• Source material

○ ○ ○ ○ ○

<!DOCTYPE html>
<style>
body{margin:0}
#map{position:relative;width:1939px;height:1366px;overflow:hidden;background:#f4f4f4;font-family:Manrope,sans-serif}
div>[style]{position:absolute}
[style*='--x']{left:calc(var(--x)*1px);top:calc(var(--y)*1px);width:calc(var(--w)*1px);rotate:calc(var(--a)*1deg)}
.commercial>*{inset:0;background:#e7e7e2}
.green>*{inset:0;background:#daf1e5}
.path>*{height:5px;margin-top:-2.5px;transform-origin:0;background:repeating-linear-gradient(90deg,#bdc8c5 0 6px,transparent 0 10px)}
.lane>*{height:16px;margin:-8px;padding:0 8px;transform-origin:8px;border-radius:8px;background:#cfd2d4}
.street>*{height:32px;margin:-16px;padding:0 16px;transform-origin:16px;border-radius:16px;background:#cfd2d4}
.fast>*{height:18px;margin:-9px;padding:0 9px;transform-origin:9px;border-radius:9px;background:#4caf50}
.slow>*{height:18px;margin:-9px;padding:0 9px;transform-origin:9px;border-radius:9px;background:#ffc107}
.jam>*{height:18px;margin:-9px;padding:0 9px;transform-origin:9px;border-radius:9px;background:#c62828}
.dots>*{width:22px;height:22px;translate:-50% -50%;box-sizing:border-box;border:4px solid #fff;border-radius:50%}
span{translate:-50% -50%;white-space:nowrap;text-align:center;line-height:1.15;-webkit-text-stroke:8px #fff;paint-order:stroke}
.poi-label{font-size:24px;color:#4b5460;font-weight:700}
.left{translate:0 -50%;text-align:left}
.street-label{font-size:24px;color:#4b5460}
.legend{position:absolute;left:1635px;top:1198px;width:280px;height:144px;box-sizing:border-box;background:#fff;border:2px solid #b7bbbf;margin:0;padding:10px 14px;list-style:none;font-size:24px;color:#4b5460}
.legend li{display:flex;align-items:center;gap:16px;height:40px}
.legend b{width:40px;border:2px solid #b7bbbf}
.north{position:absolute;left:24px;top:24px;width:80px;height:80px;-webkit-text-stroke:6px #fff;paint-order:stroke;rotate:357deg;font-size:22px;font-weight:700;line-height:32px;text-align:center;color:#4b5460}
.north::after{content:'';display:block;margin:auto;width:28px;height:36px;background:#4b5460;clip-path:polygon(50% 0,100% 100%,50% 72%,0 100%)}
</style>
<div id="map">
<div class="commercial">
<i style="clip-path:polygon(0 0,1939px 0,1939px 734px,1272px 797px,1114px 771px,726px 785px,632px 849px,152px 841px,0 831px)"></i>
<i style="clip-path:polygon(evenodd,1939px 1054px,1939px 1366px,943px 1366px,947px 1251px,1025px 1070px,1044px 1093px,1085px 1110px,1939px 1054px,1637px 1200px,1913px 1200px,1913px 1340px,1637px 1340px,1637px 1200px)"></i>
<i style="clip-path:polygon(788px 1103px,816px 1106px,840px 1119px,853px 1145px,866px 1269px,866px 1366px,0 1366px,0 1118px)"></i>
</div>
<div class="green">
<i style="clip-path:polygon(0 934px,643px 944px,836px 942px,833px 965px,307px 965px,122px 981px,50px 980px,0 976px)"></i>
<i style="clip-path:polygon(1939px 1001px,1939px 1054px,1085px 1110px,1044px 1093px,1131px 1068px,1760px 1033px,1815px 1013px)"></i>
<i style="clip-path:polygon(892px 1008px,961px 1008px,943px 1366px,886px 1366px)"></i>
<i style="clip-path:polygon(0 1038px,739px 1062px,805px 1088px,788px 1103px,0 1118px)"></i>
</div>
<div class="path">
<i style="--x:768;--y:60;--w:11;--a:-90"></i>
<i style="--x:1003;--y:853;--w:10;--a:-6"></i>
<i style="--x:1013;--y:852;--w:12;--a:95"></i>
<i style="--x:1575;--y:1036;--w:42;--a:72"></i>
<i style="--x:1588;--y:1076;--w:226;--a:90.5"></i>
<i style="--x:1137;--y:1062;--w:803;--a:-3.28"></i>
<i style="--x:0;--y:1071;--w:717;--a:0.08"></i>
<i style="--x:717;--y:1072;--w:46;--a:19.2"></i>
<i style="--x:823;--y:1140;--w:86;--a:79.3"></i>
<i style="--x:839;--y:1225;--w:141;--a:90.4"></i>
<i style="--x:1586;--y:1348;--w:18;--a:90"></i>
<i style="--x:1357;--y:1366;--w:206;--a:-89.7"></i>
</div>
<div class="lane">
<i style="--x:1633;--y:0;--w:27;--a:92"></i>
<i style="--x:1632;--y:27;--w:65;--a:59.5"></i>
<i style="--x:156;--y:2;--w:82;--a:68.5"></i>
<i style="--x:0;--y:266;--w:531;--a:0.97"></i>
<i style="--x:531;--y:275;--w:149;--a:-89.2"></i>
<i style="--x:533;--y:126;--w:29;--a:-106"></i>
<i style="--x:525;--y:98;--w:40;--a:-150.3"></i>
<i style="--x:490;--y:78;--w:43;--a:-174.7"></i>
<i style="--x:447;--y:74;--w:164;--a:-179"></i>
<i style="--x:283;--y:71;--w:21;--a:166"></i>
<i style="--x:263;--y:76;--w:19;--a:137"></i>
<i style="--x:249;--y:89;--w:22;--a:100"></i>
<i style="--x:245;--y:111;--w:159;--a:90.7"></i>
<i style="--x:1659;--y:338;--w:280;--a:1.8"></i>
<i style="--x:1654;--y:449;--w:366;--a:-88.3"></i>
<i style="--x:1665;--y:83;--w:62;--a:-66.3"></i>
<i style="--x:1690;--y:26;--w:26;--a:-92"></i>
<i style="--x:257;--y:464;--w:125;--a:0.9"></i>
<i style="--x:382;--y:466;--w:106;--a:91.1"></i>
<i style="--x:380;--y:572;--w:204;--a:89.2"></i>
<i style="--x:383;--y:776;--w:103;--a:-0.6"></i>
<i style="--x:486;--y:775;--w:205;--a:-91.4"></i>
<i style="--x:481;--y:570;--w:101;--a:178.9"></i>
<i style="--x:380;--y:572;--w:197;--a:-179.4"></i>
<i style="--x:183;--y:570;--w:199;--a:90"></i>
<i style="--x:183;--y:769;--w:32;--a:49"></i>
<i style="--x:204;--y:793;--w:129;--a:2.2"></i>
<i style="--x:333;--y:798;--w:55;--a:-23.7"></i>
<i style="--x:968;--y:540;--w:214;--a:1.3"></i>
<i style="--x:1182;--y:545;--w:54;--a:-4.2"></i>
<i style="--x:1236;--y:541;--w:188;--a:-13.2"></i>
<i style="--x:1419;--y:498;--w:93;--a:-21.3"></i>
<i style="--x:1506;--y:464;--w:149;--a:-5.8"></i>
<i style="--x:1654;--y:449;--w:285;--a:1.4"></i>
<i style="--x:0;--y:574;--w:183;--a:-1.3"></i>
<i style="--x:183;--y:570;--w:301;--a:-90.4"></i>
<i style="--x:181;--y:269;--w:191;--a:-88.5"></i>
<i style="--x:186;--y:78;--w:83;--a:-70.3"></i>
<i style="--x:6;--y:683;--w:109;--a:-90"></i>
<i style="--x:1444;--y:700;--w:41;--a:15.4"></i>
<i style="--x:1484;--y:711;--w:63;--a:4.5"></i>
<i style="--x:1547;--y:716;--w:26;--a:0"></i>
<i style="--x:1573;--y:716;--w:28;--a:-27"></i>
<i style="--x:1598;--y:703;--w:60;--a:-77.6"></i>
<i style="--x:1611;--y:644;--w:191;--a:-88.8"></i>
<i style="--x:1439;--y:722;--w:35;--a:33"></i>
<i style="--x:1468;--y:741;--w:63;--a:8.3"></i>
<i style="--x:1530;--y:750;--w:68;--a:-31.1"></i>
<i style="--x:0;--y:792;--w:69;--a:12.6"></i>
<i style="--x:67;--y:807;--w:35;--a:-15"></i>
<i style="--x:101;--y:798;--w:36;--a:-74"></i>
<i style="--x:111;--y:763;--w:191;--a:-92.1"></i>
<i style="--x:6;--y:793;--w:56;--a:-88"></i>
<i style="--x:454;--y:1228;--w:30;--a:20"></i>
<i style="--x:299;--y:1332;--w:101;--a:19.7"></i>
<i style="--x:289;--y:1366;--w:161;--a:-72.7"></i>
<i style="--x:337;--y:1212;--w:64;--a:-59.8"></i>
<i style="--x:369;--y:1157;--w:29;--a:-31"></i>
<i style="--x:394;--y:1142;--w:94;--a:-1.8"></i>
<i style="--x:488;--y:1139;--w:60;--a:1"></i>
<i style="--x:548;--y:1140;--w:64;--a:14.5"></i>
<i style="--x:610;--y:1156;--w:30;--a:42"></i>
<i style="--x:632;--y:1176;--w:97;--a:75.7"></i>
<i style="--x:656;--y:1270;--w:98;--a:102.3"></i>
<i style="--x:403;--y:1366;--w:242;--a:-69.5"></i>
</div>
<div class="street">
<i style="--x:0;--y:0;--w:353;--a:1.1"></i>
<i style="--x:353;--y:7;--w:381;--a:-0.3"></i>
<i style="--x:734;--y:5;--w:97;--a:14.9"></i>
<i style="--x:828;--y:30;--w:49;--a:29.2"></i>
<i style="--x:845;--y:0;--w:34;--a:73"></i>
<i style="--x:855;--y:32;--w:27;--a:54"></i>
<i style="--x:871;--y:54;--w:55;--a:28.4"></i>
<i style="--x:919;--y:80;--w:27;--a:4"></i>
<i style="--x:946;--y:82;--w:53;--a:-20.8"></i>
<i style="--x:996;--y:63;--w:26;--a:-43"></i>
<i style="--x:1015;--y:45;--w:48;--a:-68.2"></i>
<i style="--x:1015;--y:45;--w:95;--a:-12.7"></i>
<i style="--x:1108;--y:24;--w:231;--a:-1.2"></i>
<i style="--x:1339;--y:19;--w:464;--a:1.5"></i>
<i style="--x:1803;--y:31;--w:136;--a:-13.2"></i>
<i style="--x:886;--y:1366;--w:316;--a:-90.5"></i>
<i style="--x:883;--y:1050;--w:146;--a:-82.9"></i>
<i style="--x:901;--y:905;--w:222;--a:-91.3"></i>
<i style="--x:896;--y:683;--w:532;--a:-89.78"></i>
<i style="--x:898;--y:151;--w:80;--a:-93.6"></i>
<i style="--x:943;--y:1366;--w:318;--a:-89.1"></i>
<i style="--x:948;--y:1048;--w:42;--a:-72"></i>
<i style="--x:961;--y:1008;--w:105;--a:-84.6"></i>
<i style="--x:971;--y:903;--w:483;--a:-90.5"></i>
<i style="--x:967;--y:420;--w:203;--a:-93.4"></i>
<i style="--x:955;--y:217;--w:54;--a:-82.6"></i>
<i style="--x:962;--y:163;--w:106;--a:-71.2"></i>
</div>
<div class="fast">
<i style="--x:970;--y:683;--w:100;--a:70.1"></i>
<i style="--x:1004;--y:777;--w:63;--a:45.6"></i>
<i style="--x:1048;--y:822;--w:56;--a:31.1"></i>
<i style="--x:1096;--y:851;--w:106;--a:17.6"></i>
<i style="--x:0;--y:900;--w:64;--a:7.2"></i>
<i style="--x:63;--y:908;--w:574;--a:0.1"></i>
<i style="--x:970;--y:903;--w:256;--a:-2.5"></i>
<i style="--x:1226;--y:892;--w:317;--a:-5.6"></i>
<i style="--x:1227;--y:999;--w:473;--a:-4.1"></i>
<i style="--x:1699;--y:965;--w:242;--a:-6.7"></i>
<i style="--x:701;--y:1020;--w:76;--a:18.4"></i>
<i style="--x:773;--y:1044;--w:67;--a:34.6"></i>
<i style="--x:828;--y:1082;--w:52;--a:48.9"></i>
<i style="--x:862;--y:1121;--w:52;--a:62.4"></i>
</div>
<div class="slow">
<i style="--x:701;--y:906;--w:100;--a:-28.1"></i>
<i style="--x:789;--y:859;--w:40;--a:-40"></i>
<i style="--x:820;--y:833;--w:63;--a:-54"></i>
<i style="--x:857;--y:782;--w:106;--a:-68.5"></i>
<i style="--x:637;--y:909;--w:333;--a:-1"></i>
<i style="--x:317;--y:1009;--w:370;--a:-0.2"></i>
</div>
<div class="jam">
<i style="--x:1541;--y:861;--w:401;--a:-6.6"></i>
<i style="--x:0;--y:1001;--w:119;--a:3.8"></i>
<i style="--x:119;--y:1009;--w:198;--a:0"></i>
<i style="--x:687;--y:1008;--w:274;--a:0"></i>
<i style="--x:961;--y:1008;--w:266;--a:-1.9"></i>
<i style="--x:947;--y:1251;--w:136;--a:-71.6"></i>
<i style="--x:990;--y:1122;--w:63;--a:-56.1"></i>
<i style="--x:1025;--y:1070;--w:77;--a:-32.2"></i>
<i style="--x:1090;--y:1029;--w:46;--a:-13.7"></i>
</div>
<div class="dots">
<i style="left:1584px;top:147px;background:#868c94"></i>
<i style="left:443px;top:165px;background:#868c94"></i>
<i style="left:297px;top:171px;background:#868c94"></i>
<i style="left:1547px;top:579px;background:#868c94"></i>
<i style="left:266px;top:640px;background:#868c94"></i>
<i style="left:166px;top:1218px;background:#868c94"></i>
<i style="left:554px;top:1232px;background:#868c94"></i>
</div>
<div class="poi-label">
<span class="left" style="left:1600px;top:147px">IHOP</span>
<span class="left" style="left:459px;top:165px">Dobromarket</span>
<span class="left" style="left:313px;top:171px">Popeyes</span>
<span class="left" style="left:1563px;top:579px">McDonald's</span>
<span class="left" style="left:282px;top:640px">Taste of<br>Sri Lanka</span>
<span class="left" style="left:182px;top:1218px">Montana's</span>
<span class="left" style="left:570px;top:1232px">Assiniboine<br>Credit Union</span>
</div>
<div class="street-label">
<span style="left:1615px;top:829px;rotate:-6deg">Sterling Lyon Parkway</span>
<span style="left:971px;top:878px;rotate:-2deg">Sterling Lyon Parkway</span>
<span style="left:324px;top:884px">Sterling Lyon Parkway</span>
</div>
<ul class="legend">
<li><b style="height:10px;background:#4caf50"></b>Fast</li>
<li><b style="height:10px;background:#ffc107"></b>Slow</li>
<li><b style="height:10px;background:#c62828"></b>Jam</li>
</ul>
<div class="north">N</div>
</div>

○ ○ ○ ○ ○

• About this exercise
Go through the entries and report every line with the string "green".

• Task answer
.green>*{inset:0;background:#daf1e5}
<div class="green">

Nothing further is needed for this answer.